[Stored data entries]
—————

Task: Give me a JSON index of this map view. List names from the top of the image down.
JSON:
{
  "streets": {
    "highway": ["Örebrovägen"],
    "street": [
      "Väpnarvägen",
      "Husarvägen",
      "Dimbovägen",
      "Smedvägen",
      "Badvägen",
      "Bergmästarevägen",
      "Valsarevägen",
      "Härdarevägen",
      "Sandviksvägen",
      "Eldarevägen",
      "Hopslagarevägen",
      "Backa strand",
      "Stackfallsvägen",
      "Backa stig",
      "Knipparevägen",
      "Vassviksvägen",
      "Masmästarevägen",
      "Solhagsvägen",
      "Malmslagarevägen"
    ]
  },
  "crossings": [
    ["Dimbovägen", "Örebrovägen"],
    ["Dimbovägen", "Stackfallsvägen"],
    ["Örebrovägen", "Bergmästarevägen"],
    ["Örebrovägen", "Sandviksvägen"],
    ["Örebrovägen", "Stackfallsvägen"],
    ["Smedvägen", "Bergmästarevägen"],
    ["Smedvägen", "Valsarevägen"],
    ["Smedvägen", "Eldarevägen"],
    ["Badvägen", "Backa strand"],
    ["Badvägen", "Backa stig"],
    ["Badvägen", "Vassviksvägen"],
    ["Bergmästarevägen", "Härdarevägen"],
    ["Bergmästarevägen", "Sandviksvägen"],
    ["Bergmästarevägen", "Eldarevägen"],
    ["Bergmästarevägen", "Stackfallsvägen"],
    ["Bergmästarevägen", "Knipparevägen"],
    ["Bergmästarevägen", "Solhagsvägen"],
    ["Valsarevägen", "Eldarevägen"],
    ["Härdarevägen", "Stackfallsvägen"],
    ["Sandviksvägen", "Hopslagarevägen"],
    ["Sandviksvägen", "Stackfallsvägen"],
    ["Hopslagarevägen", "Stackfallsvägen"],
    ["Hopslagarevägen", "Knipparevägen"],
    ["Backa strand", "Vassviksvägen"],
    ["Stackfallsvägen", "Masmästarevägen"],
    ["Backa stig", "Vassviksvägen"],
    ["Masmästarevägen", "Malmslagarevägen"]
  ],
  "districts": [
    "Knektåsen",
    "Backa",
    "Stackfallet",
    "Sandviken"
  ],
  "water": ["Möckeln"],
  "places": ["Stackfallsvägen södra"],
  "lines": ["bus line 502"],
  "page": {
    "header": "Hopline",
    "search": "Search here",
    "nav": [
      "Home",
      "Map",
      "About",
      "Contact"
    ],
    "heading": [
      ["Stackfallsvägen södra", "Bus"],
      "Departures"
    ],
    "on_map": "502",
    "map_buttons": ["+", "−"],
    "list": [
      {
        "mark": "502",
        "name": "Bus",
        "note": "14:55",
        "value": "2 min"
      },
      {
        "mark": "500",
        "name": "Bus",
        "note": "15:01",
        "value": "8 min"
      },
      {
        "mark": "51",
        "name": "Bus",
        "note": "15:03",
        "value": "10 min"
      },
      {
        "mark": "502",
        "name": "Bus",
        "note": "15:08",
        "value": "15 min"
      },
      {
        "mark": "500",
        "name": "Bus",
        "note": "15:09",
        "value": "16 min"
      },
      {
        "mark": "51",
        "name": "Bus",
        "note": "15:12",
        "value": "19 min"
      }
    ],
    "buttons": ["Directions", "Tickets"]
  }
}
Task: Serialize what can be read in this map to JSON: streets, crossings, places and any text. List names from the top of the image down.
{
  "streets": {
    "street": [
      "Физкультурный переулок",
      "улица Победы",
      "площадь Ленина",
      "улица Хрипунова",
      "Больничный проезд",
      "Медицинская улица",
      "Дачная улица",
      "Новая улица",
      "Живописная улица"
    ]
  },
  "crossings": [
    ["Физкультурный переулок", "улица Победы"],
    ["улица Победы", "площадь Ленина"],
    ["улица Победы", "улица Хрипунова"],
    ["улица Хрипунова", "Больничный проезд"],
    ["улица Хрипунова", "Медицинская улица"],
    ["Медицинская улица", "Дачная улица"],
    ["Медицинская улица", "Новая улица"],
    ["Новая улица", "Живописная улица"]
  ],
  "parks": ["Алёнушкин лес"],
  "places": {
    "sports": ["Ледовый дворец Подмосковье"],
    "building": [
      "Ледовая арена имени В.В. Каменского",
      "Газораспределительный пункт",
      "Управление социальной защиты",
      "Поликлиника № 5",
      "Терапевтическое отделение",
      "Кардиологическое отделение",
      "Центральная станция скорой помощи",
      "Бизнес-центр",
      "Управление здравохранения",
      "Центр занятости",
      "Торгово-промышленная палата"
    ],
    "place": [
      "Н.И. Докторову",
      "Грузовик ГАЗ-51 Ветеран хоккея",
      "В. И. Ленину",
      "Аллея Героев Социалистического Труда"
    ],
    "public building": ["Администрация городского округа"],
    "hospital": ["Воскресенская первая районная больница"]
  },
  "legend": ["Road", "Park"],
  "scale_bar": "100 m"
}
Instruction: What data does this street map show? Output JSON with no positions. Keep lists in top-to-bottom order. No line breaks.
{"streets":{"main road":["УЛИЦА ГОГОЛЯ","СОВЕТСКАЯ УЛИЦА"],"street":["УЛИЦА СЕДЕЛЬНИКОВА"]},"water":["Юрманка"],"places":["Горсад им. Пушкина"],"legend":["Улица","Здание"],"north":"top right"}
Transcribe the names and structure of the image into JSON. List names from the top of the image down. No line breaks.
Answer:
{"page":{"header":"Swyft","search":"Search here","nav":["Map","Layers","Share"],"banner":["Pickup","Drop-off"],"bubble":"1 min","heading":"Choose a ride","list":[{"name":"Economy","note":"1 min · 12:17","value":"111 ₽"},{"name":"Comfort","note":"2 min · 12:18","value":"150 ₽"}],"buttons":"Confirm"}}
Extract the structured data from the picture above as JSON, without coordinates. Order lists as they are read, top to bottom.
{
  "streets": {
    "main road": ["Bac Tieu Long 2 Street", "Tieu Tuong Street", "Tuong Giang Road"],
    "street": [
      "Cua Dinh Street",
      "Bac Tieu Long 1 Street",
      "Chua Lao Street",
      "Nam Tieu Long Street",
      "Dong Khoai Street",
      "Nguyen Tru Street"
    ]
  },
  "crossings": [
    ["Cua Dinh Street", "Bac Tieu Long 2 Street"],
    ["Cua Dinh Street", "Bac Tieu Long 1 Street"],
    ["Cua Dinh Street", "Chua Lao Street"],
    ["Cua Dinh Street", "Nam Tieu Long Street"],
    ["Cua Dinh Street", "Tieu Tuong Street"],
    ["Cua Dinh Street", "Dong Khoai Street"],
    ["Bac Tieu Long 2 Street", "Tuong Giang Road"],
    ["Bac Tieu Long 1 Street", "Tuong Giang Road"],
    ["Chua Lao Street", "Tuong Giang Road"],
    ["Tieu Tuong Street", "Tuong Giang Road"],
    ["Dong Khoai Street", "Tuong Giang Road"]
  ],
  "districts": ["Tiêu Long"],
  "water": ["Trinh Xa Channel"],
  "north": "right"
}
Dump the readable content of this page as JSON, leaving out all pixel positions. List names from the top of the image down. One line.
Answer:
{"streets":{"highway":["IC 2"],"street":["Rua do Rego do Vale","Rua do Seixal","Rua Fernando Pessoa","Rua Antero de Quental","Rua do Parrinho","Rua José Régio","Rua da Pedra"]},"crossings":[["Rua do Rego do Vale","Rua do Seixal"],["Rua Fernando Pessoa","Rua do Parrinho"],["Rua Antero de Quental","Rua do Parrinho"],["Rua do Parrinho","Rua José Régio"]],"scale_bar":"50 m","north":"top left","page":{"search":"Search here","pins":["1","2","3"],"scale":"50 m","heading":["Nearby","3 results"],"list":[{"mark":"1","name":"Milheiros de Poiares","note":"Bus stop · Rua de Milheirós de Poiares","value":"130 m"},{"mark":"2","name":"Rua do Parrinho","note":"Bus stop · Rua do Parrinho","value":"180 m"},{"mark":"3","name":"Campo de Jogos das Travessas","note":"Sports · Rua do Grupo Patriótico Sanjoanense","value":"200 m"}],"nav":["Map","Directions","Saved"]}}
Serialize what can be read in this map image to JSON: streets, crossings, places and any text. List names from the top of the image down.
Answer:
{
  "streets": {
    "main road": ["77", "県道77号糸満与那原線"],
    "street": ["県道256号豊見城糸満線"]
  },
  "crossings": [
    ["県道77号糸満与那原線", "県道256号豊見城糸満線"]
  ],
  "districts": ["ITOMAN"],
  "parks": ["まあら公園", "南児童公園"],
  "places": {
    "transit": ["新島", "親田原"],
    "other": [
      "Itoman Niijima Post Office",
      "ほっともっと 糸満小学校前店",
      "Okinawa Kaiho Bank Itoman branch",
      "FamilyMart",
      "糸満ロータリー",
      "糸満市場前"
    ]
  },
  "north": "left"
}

—————

§ WHAT THIS TASK INVOLVES: Search the entries for the word "Backa" and gather every line where it appears.

§ OUTPUT FOR THIS TASK:
      "Backa strand",
      "Backa stig",
    ["Badvägen", "Backa strand"],
    ["Badvägen", "Backa stig"],
    ["Backa strand", "Vassviksvägen"],
    ["Backa stig", "Vassviksvägen"],
    "Backa",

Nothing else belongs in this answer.